YOUR GOAL:
Copy every line of the data that contains the string "Fire".

[Records from a data source]
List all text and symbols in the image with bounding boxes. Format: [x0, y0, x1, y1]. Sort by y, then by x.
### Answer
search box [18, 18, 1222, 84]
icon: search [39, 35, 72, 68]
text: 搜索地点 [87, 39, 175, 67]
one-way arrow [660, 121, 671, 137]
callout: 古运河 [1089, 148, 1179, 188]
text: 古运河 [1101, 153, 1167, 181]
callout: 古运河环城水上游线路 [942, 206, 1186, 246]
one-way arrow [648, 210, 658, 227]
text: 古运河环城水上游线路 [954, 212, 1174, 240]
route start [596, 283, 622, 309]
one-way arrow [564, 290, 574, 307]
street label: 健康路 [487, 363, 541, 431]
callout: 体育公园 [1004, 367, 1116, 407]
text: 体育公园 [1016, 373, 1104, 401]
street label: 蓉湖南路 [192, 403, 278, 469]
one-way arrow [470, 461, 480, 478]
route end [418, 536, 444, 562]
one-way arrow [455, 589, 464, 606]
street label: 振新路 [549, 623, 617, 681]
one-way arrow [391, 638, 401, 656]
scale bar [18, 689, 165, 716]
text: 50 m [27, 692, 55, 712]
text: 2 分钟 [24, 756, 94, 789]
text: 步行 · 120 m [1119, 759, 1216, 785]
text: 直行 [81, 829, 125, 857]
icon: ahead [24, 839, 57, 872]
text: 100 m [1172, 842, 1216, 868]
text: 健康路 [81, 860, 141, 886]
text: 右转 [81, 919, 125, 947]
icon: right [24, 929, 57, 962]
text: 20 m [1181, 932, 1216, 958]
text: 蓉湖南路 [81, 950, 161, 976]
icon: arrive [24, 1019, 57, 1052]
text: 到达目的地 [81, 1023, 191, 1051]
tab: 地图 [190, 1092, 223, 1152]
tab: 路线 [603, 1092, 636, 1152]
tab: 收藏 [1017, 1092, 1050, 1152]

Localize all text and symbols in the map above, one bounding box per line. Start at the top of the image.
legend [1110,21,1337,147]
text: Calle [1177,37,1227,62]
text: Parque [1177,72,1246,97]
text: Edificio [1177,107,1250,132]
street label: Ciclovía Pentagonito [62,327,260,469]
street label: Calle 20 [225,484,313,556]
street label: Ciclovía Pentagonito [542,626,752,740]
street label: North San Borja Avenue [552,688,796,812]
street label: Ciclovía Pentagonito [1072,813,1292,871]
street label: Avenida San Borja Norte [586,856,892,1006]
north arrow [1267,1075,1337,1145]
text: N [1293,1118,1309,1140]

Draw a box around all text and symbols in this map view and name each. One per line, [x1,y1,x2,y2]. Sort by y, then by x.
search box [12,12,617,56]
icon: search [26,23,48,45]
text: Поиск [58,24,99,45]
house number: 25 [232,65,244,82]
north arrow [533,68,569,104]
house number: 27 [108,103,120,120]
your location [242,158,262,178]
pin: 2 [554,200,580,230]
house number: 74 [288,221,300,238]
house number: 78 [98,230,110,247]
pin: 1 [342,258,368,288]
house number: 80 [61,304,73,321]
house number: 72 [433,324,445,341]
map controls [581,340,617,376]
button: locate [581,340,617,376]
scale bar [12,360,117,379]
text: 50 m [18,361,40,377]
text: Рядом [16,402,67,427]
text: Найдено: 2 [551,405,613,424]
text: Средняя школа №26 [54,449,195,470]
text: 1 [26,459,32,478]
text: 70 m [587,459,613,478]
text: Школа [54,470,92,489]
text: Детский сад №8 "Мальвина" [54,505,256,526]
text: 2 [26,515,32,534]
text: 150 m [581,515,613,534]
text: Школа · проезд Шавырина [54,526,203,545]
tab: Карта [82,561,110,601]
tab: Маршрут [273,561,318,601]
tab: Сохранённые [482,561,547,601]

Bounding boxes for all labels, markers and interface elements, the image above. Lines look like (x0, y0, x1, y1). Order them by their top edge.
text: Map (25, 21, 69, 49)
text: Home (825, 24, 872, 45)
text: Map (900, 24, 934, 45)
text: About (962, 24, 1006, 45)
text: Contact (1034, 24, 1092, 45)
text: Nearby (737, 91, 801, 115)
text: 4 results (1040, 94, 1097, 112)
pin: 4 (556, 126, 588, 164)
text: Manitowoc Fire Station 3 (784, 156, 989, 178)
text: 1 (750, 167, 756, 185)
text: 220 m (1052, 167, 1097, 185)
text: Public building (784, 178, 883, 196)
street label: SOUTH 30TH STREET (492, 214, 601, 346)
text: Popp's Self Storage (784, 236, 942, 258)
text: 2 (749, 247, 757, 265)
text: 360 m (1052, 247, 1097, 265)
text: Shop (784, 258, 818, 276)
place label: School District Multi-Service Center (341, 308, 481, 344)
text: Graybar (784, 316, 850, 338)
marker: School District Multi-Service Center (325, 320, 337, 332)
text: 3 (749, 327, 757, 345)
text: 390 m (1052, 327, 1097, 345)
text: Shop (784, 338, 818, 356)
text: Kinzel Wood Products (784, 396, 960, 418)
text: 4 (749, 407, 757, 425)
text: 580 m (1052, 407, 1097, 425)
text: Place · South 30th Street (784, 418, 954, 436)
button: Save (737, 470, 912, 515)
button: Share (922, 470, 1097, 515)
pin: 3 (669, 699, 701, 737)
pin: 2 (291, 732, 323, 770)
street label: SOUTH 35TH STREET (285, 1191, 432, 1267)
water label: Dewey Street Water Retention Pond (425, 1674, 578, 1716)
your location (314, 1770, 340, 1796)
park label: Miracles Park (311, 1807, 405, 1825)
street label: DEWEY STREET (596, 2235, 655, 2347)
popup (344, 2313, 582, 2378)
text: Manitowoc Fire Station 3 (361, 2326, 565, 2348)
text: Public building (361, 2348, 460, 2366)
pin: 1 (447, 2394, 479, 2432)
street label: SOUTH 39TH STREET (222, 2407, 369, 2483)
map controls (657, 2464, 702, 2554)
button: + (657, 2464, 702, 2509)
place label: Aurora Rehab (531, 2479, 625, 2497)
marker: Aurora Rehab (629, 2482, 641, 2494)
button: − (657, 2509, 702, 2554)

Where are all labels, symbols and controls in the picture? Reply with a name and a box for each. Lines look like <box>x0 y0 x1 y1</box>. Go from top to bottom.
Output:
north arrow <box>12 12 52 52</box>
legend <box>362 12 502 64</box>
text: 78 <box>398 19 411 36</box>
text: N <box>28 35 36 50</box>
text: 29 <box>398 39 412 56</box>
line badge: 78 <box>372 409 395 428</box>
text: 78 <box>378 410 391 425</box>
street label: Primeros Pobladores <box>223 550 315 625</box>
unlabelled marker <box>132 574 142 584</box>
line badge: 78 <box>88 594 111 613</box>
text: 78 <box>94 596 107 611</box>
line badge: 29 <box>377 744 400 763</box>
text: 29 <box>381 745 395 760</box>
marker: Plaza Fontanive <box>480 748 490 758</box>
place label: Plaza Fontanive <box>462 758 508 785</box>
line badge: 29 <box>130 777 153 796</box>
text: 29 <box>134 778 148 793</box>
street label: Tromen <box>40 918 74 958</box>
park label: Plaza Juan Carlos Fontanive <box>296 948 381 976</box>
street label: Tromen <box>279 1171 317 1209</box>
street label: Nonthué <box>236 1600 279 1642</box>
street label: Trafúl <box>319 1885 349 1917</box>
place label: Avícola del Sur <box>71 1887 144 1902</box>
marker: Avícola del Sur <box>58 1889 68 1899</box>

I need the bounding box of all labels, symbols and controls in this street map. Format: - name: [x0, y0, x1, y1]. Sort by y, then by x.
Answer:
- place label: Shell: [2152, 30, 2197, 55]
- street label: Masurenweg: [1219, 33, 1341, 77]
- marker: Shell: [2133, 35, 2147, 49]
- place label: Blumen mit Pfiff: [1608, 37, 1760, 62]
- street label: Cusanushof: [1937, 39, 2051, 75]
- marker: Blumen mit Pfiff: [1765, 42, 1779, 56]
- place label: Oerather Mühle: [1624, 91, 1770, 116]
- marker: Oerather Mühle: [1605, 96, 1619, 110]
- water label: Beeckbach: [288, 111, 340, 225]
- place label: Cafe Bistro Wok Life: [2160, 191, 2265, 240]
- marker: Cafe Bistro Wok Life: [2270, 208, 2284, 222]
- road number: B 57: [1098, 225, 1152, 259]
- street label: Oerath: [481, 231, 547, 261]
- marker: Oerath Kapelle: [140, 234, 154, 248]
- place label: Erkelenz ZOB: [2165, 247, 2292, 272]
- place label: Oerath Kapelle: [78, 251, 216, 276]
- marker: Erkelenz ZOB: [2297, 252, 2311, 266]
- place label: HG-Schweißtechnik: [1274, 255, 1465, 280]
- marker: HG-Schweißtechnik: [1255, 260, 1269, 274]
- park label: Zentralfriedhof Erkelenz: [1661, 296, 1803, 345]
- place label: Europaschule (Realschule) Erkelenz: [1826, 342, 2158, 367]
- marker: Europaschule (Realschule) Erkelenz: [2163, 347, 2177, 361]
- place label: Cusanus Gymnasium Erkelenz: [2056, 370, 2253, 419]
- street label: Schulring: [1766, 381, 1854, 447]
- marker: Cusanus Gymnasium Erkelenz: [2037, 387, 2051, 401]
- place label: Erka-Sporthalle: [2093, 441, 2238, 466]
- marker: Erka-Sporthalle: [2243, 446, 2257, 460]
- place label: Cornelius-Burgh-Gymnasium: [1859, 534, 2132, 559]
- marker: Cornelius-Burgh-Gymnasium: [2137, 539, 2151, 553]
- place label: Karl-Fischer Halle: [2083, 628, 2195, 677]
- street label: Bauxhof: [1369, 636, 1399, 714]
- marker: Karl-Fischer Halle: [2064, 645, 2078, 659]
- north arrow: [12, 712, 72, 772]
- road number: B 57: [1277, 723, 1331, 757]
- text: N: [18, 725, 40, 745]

ANSWER TO THIS EXERCISE:
text: Manitowoc Fire Station 3 (784, 156, 989, 178)
text: Manitowoc Fire Station 3 (361, 2326, 565, 2348)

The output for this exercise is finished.